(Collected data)
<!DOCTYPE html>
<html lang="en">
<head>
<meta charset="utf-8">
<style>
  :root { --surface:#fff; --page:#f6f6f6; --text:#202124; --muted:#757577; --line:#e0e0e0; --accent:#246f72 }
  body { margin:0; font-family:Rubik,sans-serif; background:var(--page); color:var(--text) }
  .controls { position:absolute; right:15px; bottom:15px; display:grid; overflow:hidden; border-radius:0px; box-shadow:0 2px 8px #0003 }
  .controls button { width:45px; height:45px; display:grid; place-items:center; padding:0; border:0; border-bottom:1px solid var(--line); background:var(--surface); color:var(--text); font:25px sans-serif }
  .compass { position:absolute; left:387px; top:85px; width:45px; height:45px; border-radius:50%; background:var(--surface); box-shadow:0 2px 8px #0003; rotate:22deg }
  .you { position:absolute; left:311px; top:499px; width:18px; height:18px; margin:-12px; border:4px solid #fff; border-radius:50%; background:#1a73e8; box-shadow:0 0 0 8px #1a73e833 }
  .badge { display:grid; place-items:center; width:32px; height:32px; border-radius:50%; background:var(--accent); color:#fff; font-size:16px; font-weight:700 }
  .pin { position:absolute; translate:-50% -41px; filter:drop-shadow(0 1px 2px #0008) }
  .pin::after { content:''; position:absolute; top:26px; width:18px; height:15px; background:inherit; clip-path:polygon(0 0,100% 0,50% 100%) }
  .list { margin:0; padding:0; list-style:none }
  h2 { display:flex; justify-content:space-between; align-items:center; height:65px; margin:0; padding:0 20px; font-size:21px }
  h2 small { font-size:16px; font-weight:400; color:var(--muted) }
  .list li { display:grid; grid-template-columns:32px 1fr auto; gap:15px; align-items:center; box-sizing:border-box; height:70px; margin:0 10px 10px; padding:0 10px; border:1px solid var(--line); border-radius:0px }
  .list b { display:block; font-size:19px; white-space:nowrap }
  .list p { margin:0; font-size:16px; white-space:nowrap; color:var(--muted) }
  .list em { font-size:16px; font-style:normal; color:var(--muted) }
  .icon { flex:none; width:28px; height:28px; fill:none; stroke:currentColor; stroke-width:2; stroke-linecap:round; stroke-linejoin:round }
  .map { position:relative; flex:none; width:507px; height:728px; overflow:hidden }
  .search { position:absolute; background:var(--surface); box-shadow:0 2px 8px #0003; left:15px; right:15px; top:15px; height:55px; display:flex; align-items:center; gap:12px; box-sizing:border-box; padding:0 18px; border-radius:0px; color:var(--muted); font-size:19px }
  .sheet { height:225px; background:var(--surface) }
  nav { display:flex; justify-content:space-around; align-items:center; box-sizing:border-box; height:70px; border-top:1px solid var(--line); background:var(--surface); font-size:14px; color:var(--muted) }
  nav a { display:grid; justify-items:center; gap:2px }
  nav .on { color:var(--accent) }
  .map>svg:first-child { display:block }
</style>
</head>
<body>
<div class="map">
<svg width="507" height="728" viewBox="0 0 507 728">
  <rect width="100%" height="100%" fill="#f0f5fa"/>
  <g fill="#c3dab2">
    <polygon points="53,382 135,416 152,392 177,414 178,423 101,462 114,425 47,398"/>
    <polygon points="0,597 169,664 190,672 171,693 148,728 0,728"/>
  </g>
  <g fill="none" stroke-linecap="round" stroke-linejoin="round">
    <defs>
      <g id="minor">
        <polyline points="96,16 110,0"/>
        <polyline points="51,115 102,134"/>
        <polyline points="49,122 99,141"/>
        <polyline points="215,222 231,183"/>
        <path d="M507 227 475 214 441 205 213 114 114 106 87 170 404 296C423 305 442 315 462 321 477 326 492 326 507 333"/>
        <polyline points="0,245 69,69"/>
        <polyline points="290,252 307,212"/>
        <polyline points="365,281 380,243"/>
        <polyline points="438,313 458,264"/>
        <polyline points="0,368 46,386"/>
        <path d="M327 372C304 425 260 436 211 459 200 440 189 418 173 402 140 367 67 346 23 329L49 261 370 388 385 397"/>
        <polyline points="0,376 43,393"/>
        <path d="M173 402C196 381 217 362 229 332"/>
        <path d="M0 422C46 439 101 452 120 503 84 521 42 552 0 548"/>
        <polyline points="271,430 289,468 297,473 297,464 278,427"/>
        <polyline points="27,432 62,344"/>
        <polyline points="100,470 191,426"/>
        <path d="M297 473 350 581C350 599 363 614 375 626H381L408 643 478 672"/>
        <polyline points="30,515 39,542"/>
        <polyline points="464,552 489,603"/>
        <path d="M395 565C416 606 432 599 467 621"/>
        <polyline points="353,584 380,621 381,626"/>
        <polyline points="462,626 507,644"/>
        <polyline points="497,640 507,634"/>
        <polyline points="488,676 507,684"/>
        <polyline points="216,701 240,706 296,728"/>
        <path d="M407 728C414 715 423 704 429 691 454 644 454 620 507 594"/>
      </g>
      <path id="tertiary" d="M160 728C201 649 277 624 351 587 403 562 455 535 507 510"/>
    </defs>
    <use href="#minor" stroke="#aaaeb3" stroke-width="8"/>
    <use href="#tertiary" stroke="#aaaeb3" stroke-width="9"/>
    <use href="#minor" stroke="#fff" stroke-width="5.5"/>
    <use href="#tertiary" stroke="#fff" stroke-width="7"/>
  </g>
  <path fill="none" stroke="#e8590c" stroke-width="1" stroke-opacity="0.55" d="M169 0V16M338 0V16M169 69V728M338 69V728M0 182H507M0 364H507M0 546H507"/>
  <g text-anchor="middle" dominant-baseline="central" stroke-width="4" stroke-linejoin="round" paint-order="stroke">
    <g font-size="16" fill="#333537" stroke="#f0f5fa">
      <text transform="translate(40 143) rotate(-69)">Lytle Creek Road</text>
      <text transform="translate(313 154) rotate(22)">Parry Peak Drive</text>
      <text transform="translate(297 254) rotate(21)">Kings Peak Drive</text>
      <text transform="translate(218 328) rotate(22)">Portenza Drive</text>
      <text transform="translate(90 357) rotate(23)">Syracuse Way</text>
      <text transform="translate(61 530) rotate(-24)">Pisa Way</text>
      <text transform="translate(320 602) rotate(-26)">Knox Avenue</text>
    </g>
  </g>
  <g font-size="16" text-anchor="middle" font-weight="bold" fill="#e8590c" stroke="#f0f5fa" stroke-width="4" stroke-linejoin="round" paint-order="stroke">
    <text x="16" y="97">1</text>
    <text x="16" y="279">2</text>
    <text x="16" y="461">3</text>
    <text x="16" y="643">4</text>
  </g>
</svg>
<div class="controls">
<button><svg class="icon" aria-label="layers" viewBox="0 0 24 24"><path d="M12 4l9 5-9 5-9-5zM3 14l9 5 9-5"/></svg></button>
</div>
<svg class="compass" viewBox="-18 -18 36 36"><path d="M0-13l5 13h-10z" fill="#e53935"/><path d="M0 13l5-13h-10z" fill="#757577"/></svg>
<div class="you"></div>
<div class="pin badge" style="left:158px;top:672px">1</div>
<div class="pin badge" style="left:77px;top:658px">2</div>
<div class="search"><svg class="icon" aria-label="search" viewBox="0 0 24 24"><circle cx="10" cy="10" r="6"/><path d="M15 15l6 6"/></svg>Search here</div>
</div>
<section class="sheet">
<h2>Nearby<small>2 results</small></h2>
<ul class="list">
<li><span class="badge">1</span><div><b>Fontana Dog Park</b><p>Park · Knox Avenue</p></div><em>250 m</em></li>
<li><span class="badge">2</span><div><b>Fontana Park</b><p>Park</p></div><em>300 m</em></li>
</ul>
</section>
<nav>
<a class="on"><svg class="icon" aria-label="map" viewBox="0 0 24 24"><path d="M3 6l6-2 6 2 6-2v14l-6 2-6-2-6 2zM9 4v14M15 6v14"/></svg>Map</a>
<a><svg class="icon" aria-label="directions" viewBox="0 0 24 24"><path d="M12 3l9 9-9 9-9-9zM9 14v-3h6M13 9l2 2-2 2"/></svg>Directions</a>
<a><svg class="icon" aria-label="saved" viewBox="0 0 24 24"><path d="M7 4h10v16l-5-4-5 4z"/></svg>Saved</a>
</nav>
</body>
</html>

--

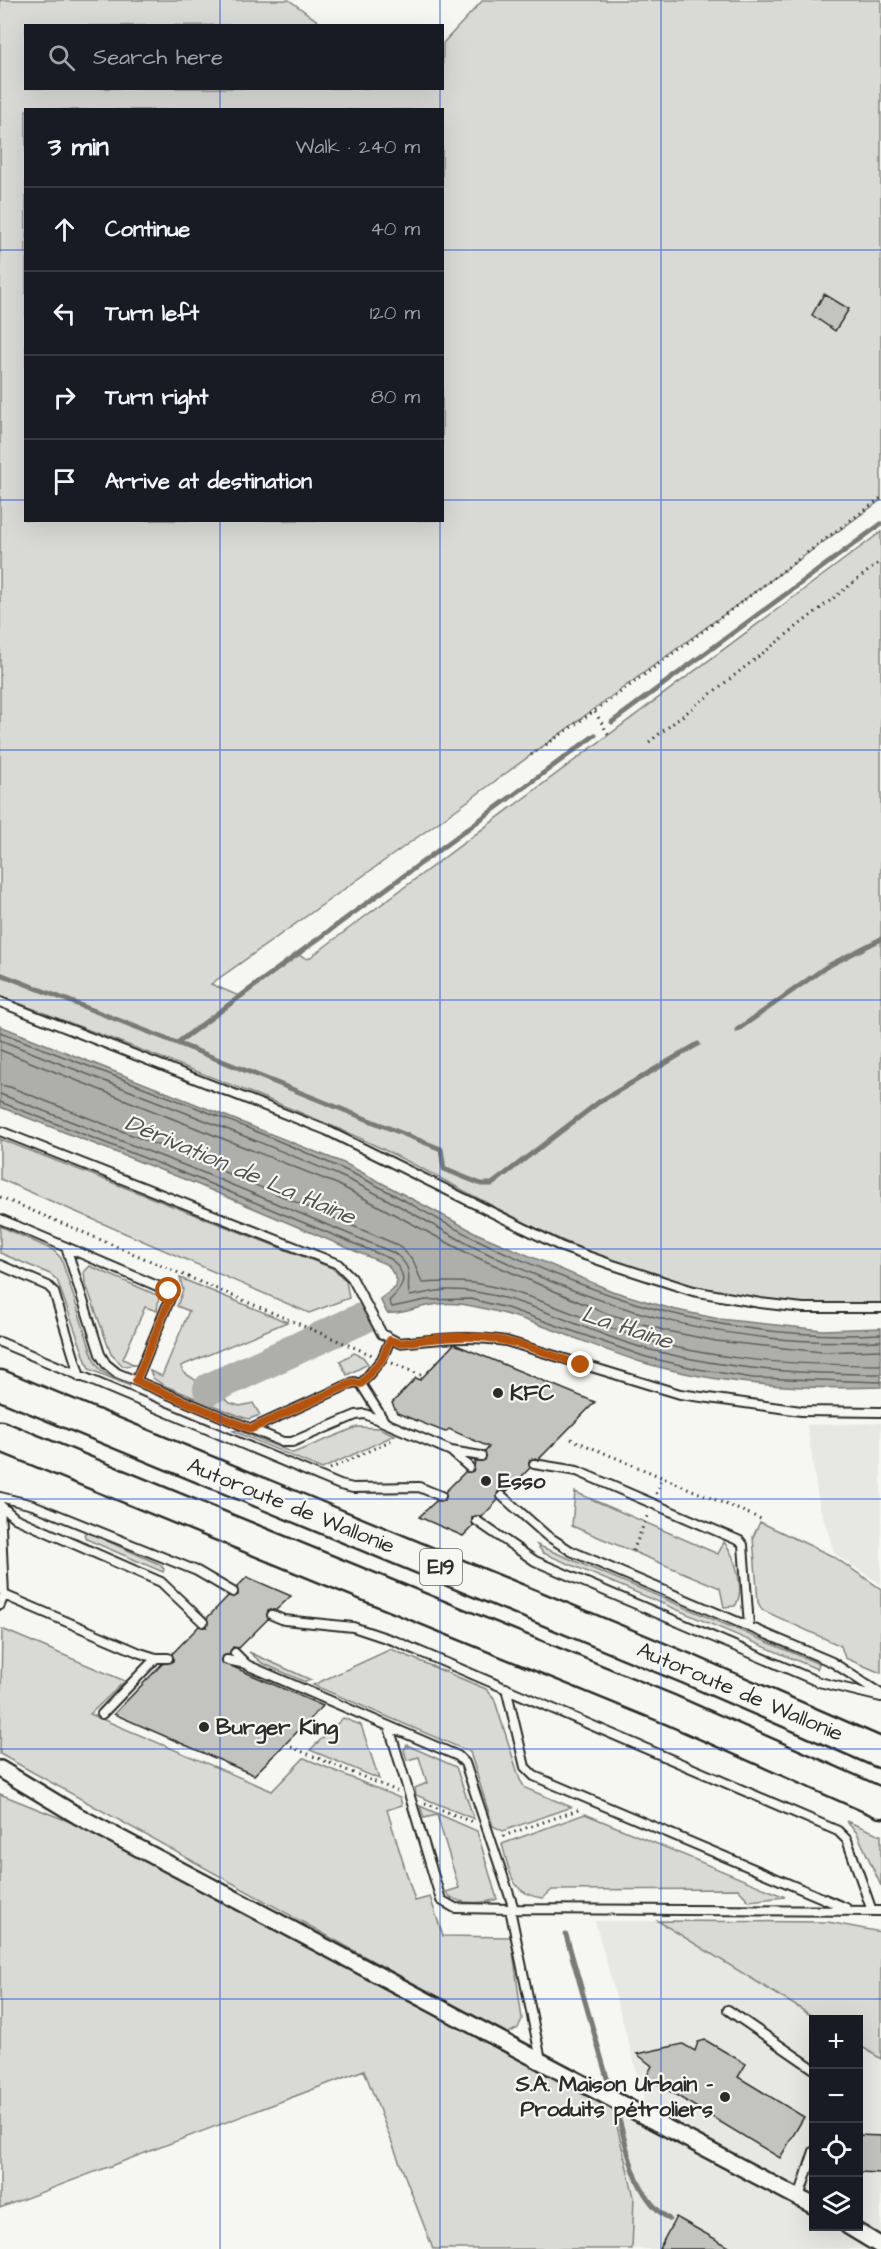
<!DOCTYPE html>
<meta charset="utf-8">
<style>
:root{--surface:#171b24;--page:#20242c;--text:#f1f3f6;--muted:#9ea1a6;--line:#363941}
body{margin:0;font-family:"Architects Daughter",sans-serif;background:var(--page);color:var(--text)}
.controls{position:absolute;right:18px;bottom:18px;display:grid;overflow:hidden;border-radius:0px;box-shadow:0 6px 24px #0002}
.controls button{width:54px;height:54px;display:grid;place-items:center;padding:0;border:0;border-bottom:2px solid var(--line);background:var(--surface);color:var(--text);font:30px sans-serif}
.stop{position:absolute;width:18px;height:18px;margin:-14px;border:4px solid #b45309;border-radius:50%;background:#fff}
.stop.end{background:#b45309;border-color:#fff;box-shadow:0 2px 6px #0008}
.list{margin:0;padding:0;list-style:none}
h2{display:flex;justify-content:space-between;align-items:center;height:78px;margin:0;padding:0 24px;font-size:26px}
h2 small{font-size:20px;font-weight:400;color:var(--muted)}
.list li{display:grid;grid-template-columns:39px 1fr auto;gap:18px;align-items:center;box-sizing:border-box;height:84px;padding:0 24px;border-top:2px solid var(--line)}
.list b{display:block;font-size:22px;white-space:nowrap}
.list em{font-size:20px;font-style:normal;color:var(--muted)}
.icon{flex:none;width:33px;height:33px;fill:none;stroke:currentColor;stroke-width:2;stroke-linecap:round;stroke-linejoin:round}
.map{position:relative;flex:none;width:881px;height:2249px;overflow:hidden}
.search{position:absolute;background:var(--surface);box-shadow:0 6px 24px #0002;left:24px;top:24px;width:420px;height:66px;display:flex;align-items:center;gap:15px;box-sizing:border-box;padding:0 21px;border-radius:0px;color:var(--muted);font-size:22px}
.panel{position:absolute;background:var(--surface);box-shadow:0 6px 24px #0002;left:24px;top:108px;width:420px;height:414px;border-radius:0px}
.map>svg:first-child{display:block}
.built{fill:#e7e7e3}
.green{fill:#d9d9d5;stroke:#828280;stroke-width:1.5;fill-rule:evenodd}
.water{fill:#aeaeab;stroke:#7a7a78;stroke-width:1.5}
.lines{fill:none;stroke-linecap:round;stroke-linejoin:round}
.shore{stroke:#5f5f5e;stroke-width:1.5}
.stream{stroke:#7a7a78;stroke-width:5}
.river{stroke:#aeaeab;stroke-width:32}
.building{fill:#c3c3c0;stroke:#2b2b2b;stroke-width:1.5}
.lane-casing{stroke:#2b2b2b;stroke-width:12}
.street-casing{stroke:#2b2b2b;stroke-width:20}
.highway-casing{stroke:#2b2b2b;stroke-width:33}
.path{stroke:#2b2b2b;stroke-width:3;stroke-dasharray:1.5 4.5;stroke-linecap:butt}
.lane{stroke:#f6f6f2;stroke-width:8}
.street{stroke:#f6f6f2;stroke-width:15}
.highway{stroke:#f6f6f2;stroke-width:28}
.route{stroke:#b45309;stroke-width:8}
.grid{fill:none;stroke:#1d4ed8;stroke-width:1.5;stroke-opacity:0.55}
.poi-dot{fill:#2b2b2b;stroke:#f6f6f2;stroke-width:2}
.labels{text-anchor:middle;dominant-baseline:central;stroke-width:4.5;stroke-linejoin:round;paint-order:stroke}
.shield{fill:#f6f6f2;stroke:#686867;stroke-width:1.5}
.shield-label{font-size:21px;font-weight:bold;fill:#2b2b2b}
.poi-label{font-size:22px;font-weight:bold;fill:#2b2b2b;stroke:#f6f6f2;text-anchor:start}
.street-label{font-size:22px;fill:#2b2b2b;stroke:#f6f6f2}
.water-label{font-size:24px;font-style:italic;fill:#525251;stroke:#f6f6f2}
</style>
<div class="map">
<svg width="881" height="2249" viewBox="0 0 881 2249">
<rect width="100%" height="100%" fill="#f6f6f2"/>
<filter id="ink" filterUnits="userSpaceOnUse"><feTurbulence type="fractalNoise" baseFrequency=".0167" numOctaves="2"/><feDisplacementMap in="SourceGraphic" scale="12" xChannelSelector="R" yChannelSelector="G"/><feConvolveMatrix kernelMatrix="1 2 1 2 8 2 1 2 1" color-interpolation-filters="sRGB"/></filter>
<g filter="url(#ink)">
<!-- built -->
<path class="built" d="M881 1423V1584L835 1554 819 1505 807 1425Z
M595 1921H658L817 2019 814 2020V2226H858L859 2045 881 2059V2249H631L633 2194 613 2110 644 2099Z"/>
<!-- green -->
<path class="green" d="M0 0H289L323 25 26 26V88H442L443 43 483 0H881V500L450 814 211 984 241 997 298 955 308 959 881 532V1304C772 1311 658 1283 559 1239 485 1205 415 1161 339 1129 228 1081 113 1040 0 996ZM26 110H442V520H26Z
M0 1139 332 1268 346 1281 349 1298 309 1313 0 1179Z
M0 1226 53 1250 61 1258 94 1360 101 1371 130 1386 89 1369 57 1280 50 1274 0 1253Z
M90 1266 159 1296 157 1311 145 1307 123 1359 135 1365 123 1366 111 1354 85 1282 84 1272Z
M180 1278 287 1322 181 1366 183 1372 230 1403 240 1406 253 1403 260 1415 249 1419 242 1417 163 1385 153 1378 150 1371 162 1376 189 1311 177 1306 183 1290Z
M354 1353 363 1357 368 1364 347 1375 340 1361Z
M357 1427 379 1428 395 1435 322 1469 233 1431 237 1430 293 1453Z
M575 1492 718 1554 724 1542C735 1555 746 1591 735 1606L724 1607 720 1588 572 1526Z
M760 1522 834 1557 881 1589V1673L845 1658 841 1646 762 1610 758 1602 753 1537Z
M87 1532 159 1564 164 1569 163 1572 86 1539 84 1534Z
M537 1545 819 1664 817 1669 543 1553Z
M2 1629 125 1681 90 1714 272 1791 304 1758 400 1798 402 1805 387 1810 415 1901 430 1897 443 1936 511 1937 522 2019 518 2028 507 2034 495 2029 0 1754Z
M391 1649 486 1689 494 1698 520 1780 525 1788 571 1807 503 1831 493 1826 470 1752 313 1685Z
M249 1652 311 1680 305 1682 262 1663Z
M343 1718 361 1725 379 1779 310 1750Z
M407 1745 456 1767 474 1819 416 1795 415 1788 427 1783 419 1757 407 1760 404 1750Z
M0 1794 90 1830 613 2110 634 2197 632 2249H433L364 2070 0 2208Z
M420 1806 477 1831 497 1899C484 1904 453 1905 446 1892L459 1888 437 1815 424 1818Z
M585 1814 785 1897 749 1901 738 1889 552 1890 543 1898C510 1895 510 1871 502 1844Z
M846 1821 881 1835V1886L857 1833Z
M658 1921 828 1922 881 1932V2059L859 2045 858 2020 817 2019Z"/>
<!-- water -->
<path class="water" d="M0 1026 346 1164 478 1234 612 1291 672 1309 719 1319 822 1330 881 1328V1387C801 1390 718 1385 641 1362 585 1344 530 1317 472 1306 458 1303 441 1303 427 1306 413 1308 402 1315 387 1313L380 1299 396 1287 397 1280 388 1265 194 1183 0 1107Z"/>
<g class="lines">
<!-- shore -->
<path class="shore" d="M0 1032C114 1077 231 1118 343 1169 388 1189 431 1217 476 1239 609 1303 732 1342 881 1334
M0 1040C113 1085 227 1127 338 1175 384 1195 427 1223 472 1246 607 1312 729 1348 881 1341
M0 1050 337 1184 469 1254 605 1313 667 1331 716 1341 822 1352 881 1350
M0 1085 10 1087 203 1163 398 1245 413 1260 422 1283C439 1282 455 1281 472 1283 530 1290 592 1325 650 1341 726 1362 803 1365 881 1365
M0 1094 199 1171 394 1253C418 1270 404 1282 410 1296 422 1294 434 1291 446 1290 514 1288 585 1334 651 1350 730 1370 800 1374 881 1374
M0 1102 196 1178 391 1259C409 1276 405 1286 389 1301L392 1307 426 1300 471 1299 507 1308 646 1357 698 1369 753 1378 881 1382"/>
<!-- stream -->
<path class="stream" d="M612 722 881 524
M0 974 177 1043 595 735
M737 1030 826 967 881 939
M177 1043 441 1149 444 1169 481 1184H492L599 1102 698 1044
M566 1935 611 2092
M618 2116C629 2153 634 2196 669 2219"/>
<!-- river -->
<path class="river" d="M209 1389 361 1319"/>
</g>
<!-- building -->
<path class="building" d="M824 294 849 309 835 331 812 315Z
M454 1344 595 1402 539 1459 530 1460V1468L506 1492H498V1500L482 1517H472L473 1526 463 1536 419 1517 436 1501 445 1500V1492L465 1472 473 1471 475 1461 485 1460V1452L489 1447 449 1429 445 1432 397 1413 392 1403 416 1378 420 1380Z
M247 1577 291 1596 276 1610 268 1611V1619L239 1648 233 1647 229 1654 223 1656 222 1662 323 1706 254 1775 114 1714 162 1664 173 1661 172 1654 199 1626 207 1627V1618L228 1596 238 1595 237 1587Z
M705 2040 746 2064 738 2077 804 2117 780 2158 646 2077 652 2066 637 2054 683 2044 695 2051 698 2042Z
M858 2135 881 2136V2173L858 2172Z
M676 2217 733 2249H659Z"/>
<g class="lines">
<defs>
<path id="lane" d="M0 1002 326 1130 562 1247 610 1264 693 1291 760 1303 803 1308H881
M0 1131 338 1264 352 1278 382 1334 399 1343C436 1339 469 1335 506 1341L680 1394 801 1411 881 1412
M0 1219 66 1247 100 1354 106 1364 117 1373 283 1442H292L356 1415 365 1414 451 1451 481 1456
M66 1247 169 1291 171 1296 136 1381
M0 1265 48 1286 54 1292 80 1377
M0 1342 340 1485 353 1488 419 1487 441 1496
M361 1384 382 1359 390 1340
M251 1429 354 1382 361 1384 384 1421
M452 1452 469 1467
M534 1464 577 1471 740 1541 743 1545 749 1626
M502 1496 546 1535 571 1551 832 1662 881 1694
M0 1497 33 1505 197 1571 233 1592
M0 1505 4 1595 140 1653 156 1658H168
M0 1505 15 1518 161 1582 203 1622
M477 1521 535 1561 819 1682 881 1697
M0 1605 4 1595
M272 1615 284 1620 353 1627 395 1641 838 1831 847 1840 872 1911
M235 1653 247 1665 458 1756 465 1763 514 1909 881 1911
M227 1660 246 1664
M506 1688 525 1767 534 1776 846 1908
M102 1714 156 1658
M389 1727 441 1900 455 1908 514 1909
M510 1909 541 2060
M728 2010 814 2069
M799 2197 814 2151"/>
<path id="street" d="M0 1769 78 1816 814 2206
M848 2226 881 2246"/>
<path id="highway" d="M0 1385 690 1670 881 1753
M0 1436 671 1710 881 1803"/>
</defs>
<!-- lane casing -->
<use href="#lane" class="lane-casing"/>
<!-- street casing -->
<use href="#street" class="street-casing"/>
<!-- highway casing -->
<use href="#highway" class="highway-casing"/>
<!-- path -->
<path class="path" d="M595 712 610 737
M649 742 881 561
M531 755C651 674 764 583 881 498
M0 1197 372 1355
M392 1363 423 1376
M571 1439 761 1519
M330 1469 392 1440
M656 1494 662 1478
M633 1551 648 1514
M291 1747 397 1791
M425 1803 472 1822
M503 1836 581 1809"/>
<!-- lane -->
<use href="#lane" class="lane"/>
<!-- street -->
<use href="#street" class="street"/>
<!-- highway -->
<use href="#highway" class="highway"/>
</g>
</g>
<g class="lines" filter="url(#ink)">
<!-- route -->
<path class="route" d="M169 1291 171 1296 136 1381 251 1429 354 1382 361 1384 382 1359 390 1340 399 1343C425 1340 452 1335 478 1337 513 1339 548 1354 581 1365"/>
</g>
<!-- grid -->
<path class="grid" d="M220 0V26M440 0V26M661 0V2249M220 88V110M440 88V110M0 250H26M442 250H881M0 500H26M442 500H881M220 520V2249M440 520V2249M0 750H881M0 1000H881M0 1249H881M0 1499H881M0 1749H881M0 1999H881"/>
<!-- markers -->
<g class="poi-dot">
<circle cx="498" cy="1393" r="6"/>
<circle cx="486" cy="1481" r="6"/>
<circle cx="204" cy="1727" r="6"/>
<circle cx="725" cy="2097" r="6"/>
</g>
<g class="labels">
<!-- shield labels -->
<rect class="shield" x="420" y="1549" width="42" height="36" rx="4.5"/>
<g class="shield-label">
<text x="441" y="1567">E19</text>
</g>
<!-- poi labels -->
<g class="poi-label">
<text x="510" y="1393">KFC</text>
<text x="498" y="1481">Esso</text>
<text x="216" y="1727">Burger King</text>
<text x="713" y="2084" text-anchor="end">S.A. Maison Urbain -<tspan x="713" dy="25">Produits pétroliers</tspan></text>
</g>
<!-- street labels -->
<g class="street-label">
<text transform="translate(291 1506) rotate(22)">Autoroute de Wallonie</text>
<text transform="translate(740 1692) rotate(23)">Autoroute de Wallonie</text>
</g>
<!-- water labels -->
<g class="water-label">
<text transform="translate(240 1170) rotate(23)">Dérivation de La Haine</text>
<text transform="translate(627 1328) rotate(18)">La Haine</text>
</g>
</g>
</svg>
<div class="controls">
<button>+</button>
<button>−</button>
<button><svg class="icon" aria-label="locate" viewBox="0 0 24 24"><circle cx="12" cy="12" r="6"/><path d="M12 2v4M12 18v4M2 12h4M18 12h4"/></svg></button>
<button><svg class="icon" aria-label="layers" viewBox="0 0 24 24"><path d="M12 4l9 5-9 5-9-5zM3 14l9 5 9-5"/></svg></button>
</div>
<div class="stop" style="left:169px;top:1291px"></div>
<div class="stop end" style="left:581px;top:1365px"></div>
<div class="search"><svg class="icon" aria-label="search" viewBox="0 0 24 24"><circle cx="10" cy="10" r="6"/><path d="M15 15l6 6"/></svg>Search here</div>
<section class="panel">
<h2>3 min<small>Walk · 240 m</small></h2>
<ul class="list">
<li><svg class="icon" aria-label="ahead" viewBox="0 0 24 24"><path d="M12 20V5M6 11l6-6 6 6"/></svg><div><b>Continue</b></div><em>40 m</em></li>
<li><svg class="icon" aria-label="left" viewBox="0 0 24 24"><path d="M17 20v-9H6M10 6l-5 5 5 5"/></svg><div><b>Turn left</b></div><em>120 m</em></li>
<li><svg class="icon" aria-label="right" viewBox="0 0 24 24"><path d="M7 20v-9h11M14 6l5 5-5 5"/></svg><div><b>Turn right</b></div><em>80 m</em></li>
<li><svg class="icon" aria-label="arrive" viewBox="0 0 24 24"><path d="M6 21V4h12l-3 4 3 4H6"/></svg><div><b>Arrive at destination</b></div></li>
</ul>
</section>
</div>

## ASSIGNMENT
Please filter the entries above down to the lines holding "currentColor" and copy them.

## RESPONSE
  .icon { flex:none; width:28px; height:28px; fill:none; stroke:currentColor; stroke-width:2; stroke-linecap:round; stroke-linejoin:round }
.icon{flex:none;width:33px;height:33px;fill:none;stroke:currentColor;stroke-width:2;stroke-linecap:round;stroke-linejoin:round}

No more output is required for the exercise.